We start with three matchups that once would have been marquee games for not only the week, but the whole season. Teams rise, others fall, and on paper, these pairings aren’t what they used to be. But it doesn’t mean they still can’t surprise us and produce some drama.

New Hampshire at No. 2 Boston College, Friday, 2 p.m. EST, and Boston College at New Hampshire, Saturday, 3 p.m. EST
For years, New Hampshire was the established power and Boston College was just another punching bag. In the early years of Hockey East, UNH was the team to beat, while BC vied with teams like Providence to be the best of the rest. UNH peaked in the 2007-08 season, Boston College rose to fill the void, but as their roles were reversing, they played some pivotal games along the way. Then the Wildcats were reduced to getting one upset of BC a year; now, they’d be very happy with that. They still dominate the all-time series with a record of 38-16-5. The Eagles won by six goals last month.
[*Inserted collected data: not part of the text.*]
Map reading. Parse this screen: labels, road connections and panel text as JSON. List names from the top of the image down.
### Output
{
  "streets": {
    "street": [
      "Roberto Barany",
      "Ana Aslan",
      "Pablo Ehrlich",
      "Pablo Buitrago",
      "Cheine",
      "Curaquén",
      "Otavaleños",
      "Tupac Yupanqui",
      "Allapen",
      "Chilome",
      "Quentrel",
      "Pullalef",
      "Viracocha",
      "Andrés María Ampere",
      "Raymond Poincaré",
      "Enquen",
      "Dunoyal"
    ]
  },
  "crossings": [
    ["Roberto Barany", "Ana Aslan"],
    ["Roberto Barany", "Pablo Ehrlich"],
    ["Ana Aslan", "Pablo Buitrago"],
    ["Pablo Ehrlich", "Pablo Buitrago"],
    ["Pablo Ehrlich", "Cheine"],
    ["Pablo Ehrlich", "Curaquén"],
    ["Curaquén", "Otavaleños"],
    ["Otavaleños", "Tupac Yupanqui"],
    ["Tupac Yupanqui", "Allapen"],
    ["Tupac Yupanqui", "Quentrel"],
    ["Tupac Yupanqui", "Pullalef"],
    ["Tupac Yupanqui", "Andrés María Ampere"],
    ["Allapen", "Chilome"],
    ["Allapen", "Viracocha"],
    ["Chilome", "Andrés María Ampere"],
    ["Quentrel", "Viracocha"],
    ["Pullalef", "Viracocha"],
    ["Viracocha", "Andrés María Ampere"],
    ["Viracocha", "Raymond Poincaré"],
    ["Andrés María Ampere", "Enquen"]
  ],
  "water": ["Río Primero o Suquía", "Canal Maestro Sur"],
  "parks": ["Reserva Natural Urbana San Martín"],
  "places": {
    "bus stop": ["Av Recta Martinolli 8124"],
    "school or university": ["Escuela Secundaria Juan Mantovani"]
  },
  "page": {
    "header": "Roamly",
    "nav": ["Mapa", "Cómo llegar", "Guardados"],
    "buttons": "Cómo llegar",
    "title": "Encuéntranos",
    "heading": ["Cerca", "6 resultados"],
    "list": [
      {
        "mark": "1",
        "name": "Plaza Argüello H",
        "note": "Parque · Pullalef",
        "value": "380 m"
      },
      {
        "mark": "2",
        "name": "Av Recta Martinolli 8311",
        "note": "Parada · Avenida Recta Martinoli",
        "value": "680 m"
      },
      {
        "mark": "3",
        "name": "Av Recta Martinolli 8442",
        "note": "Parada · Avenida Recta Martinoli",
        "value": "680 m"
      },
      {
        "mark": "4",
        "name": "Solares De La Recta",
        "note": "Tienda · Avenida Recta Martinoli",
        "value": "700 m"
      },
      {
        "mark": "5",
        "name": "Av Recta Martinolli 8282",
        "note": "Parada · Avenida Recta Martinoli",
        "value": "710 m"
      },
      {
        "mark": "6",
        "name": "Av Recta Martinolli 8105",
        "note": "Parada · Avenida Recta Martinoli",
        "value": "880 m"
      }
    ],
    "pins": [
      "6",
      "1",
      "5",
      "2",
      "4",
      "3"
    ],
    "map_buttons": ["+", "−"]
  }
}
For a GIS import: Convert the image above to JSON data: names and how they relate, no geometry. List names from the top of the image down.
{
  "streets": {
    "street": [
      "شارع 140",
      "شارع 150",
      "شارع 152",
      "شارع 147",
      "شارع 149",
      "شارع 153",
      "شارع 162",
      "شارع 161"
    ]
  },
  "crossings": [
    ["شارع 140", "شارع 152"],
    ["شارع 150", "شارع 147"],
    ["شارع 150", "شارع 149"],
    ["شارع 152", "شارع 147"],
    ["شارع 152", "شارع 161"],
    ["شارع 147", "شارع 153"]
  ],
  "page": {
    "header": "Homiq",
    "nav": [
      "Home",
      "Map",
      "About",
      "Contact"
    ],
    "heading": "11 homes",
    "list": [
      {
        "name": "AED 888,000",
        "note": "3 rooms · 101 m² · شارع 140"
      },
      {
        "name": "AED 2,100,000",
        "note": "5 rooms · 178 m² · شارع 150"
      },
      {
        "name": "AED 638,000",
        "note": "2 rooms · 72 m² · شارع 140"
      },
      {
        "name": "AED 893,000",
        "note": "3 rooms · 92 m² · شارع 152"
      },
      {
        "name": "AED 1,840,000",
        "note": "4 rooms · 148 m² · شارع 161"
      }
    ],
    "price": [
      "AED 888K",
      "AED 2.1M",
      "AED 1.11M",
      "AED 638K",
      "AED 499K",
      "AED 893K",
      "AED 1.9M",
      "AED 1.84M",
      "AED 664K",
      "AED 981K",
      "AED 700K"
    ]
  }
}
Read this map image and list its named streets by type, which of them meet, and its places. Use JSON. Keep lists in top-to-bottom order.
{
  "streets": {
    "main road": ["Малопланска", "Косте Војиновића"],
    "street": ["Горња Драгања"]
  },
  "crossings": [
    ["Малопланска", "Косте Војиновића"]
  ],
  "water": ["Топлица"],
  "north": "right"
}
No. 1 Wisconsin at Minnesota-Duluth, Friday and Saturday, 3:07 p.m. CST
Wisconsin and Minnesota-Duluth met in the Frozen Four Championship game in back-to-back seasons in 2007 and 2008, each winning once. They’ve also faced off in an NCAA semifinal (2009) and quarterfinal (2011), with the Badgers coming out on top both times. They lead the all-time series with a 29-33-12 mark. That didn’t used to be the case; the Bulldogs have gone winless in the last 10 meetings and saw their head-to-head advantage slip away. As recently as three years ago, UW traveled to Duluth and went scoreless on the weekend. These days, it’s the Badgers’ opponents who never score.

New Hampshire at No. 9 Harvard, Wednesday, 7 p.m. EST
Here’s another trip that the Wildcats used to take with more confidence, or at least more reason to be confident. Perhaps in this case, the Crimson haven’t yet hit their top stride despite sitting atop the ECAC. This duo met for a national championship in 1999, and Harvard took a 6-5 decision in overtime. UNH earned the victory in their only NCAA tournament clash in a 2006 quarterfinal. In 2007-08, the Wildcats handed Harvard its only regular-season loss. Although the teams have played every year since then, New Hampshire’s last win in the series came in February 2009 in OT at Harvard.

Those rivalries appear to be on a downswing, but luckily, there are others where interest looks to be on the rise.

No. 10 Princeton at No. 8 Quinnipiac, Friday, 3 p.m. EST, and Quinnipiac at Princeton, Saturday, 3 p.m. EST
Being ECAC travel partners seems to up the ante in many cases. Here, the standings are a bigger factor. Both have winning records four games into the league campaign, and a sweep, or at least a series win, would go a long way toward establishing either as a major player in the weeks ahead. The Bobcats took all four meetings last year, including shutting Princeton out in both games of an ECAC quarterfinal.

No. 5 Bemidji State at No. 3 Minnesota, Friday, 7:07 p.m. CST, and Saturday, 4:07 p.m. CST
Normally, one wouldn’t expect much from a series where one team wins 10 times as often as the other. The Gophers are 60-6-7 against the team from the northern part of the state. Given two of those Bemidji State wins came last year and four were in the last four years, fortunes appear to be shifting. Of course, the Beavers wear green, just like the last seven opponents to defeat Minnesota.

Colgate at Cornell, Tuesday, 7 p.m. EST
More ECAC travel partner action, this time for a couple of New York teams. It could ultimately prove to be nothing more than that, but right now these two are part of a three-way tie for eighth place in a league where only eight teams make the postseason. Colgate’s only forays into the playoffs in this decade have ended in sweeps at the hands of the Big Red.

Syracuse at RIT, Wednesday, 7 p.m. EST
Another all New York, in-conference rivalry. This one got a little spice added to it a year ago when the Tigers took the league’s first-ever automatic bid to the national tournament in overtime at the expense of the Orange. Syracuse got a small measure of payback with a 7-1 win last month.